Supplied records:
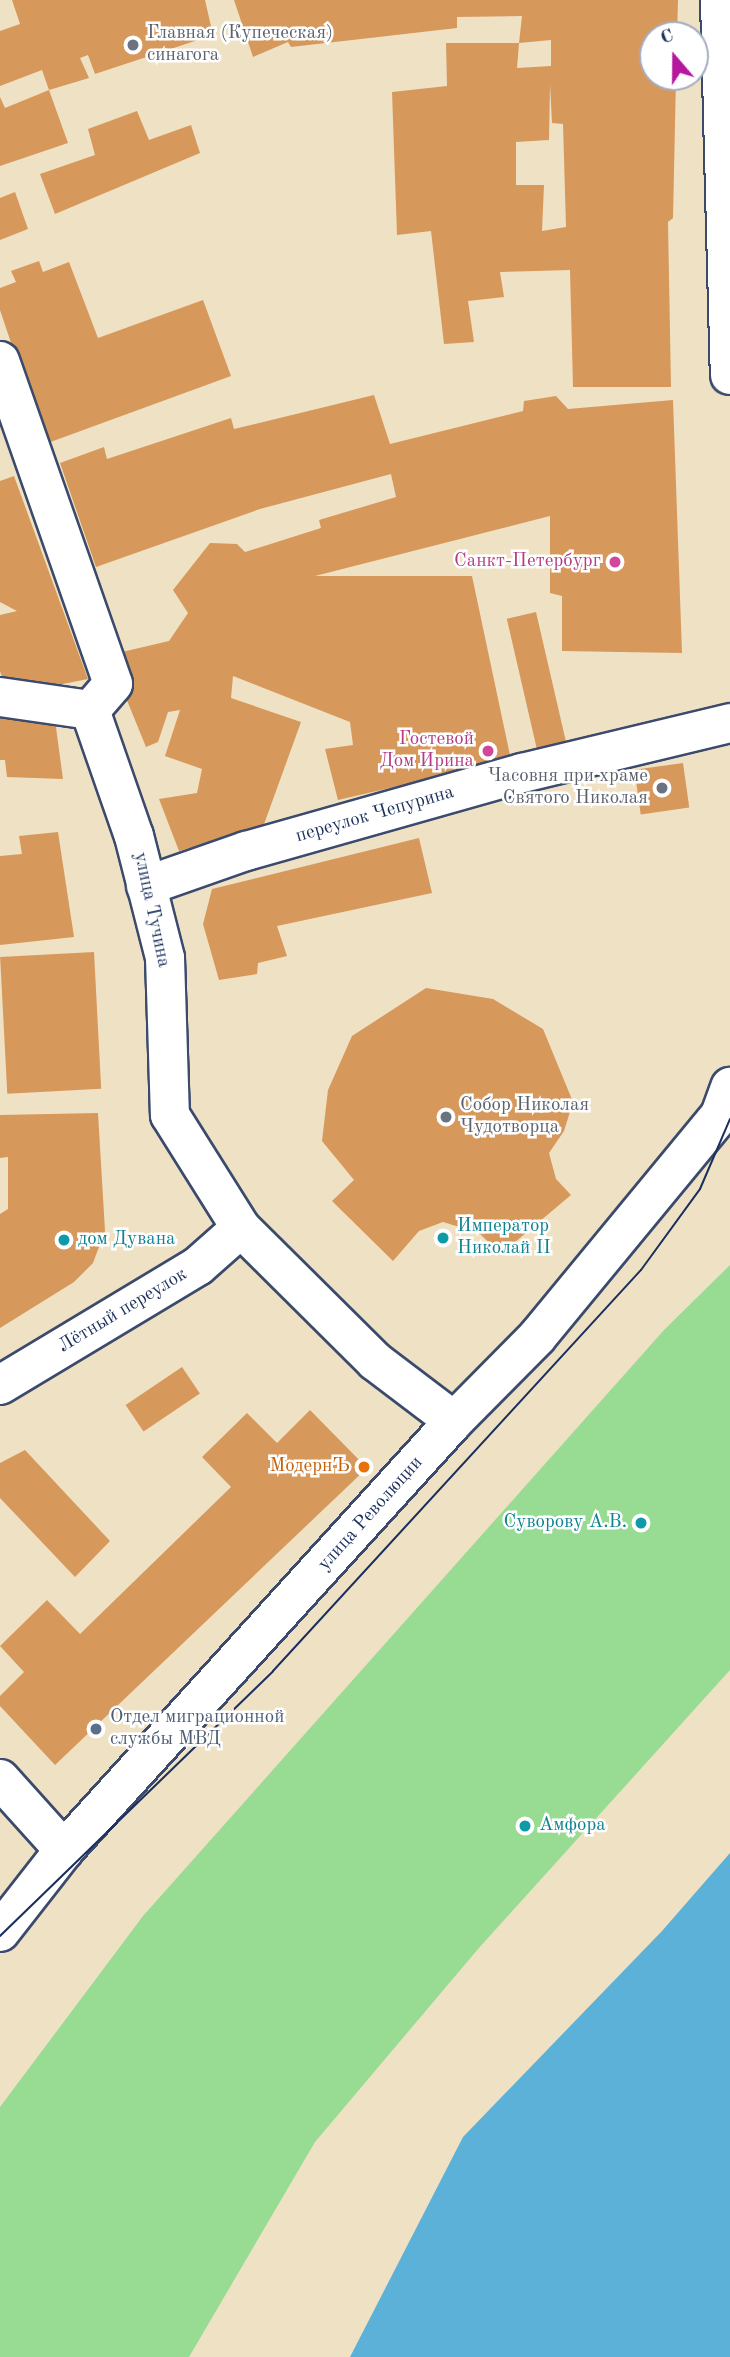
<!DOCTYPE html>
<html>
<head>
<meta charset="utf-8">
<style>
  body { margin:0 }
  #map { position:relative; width:730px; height:2357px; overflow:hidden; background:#efe1c3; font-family:"Old Standard TT",serif }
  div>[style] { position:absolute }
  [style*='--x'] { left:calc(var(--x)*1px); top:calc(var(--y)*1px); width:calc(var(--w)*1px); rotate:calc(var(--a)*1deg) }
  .green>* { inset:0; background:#98db93 }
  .water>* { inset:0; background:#5cb1d8 }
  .building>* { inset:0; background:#d7985c; transform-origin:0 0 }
  .roads { filter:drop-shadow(2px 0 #3b4a6d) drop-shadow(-2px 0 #3b4a6d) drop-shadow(0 2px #3b4a6d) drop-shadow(0 -2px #3b4a6d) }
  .minor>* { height:38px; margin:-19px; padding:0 19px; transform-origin:19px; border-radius:19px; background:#fff }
  .tram>* { height:2px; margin:-1px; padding:0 1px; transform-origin:1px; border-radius:1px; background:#1b2f5e }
  .dots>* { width:19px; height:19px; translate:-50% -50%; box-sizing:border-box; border:4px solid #fff; border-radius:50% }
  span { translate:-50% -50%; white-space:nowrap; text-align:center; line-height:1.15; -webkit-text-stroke:5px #fff; paint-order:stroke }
  .worship-label { font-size:19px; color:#5b616d }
  .left { translate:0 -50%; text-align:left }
  .right { translate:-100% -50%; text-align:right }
  .hotel-label { font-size:19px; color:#b23c85 }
  .street-label { font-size:19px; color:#1b2f5e }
  .culture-label { font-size:19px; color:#0d838f }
  .food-label { font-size:19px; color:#c56008 }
  .service-label { font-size:19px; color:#4e5e75 }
  .north { position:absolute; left:639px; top:21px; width:70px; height:70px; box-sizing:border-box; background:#fff; border:2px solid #a4acbf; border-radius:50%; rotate:340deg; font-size:19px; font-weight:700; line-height:28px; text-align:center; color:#1b2f5e }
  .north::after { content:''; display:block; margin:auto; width:24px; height:32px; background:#b5179e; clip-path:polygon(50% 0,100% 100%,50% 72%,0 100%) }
</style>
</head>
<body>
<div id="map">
  <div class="green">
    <div style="clip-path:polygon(730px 1265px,730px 1670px,478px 1949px,315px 2142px,189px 2357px,0 2357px,0 2107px,143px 1916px,664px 1330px)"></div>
  </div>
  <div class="water">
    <div style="clip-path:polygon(730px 1853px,730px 2357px,350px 2357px,463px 2137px,662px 1931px)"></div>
  </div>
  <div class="building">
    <div style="clip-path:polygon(12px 0,205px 0,213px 35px,95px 74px,88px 55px,80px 58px,89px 78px,49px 90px,68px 143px,0 166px,0 97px,5px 108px,49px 90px,42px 70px,0 86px,0 31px,20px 24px)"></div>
    <div style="clip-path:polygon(evenodd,234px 0,678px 0,677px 35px,653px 35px,653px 77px,676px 77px,673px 218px,668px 222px,671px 387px,573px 387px,570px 270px,500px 272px,504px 297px,468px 301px,474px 342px,444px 344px,431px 231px,397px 235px,392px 92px,447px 86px,446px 43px,519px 43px,517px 68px,551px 66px,551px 40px,519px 43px,522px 16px,457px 17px,457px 28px,291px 47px,288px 42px,253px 57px,234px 0,550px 84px,552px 123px,563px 124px,566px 227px,542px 231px,544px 185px,516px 185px,516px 142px,549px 140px,550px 84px)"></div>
    <div style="clip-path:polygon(137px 111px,149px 140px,191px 125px,200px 153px,55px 214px,40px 174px,95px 155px,88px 129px)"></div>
    <div style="clip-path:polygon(15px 192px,28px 229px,0 240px,0 198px)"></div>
    <div style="clip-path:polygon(39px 261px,43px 272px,69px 262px,98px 338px,203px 300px,231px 376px,45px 444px,0 310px,0 288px,16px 282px,11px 271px)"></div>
    <div style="clip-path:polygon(374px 395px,390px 444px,523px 411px,524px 401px,556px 396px,568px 409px,673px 400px,682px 653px,562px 651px,562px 596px,550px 593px,550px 516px,315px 576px,472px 576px,511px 760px,338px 800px,325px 749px,353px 745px,350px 722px,233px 676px,231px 698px,301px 722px,263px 827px,179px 851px,159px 799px,197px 793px,202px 769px,165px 756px,180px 710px,168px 712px,158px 742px,146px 747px,126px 698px,122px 652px,169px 641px,188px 613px,173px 590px,210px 543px,237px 544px,245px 552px,321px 528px,319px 520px,396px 497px,391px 474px,260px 509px,96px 567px,60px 463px,104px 447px,107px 459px,231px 418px,234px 429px)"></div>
    <div style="clip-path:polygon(14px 476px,88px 679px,8px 695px,0 671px,0 615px,17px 611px,0 602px,0 481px)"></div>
    <div style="left:536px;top:612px;width:133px;height:30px;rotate:77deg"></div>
    <div style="clip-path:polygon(0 713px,55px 720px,63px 779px,7px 777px,5px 760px,0 760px)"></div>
    <div style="left:683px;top:763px;width:45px;height:49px;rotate:82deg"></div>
    <div style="clip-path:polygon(58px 832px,74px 937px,0 945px,0 856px,22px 854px,19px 836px)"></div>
    <div style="clip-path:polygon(419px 838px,432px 893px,277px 926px,287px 956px,258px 963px,257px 974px,219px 980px,203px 924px,212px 889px)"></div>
    <div style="left:94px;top:952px;width:137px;height:94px;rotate:87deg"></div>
    <div style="clip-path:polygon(426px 988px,493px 999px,543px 1029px,573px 1102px,564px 1131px,549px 1153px,556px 1179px,571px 1195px,501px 1254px,479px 1233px,443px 1222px,419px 1231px,393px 1261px,332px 1201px,354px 1180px,322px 1141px,328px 1090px,352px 1036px)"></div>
    <div style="clip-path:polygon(98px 1113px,105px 1231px,93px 1263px,74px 1282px,0 1328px,0 1214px,8px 1209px,8px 1157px,0 1158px,0 1115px)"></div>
    <div style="left:182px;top:1367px;width:32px;height:68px;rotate:56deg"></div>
    <div style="clip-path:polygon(310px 1410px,367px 1468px,55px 1765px,0 1706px,0 1696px,24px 1672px,0 1646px,47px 1600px,80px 1634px,231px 1487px,202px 1457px,247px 1413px,277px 1443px)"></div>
    <div style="clip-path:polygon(25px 1450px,110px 1541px,75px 1577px,0 1498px,0 1463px)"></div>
  </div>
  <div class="roads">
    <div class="minor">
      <div style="--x:720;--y:0;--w:375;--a:88.5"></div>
      <div style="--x:0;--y:361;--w:342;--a:70.7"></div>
      <div style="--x:113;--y:684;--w:35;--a:131"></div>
      <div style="--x:0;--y:697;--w:91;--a:8.2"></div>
      <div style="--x:90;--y:710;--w:133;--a:70.8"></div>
      <div style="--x:134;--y:836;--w:126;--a:75.7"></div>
      <div style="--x:165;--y:958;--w:157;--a:88.2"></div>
      <div style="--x:170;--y:1115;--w:133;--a:57.9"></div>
      <div style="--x:241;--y:1228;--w:189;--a:44.8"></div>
      <div style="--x:375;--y:1361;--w:99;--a:37.2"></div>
      <div style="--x:146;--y:886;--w:106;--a:-19.3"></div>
      <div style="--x:246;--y:851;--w:287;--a:-15.8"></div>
      <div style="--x:522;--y:773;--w:214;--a:-13.5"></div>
      <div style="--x:0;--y:1385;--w:231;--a:-31"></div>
      <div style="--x:198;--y:1266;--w:57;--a:-41.5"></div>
      <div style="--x:0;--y:1779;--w:96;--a:48"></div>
      <div style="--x:0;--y:1932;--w:104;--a:-52"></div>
      <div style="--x:64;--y:1850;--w:580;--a:-47.73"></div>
      <div style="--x:454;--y:1421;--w:118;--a:-45.3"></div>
      <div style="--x:537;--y:1337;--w:288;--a:-50.5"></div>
      <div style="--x:720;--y:1115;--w:30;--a:-70"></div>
    </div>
  </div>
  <div class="tram">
    <div style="--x:0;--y:1936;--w:380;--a:-44.1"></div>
    <div style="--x:273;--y:1671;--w:544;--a:-47.46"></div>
    <div style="--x:641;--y:1270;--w:100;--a:-53.9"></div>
    <div style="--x:700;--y:1189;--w:76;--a:-66.8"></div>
  </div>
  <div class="dots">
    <div style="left:133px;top:45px;background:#6b7280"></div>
    <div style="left:615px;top:562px;background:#d1479c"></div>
    <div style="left:488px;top:751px;background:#d1479c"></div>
    <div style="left:662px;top:788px;background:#6b7280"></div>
    <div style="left:446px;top:1117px;background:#6b7280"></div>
    <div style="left:443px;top:1238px;background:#0f9aa8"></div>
    <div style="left:64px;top:1240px;background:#0f9aa8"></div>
    <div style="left:364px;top:1467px;background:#e8710a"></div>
    <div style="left:641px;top:1523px;background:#0f9aa8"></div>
    <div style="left:96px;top:1729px;background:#5c6f8a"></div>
    <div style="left:525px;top:1826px;background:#0f9aa8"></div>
  </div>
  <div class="worship-label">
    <span class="left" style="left:147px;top:45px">Главная (Купеческая)<br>синагога</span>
    <span class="right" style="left:648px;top:788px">Часовня при храме<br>Святого Николая</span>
    <span class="left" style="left:460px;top:1117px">Собор Николая<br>Чудотворца</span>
  </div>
  <div class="hotel-label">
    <span class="right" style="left:601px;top:562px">Санкт-Петербург</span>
    <span class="right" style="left:474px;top:751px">Гостевой<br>Дом Ирина</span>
  </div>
  <div class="street-label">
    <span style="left:375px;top:815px;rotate:-16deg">переулок Чепурина</span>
    <span style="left:151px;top:910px;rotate:78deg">улица Тучина</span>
    <span style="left:123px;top:1311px;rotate:-31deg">Лётный переулок</span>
    <span style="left:371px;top:1514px;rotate:-48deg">улица Революции</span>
  </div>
  <div class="culture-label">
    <span class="left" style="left:457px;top:1238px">Император<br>Николай II</span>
    <span class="left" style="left:78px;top:1240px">дом Дувана</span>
    <span class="right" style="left:627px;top:1523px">Суворову А.В.</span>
    <span class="left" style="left:539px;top:1826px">Амфора</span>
  </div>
  <div class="food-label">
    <span class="right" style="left:350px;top:1467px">МодернЪ</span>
  </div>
  <div class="service-label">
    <span class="left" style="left:110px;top:1729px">Отдел миграционной<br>службы МВД</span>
  </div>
  <div class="north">С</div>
</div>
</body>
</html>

Brief: Starting at the first line of the material above and ending with the line that contains "width:19px; height:19px; translate:-50%", reproduce every line exactly, and leave out the pictures.

Completed exercise:
<!DOCTYPE html>
<html>
<head>
<meta charset="utf-8">
<style>
  body { margin:0 }
  #map { position:relative; width:730px; height:2357px; overflow:hidden; background:#efe1c3; font-family:"Old Standard TT",serif }
  div>[style] { position:absolute }
  [style*='--x'] { left:calc(var(--x)*1px); top:calc(var(--y)*1px); width:calc(var(--w)*1px); rotate:calc(var(--a)*1deg) }
  .green>* { inset:0; background:#98db93 }
  .water>* { inset:0; background:#5cb1d8 }
  .building>* { inset:0; background:#d7985c; transform-origin:0 0 }
  .roads { filter:drop-shadow(2px 0 #3b4a6d) drop-shadow(-2px 0 #3b4a6d) drop-shadow(0 2px #3b4a6d) drop-shadow(0 -2px #3b4a6d) }
  .minor>* { height:38px; margin:-19px; padding:0 19px; transform-origin:19px; border-radius:19px; background:#fff }
  .tram>* { height:2px; margin:-1px; padding:0 1px; transform-origin:1px; border-radius:1px; background:#1b2f5e }
  .dots>* { width:19px; height:19px; translate:-50% -50%; box-sizing:border-box; border:4px solid #fff; border-radius:50% }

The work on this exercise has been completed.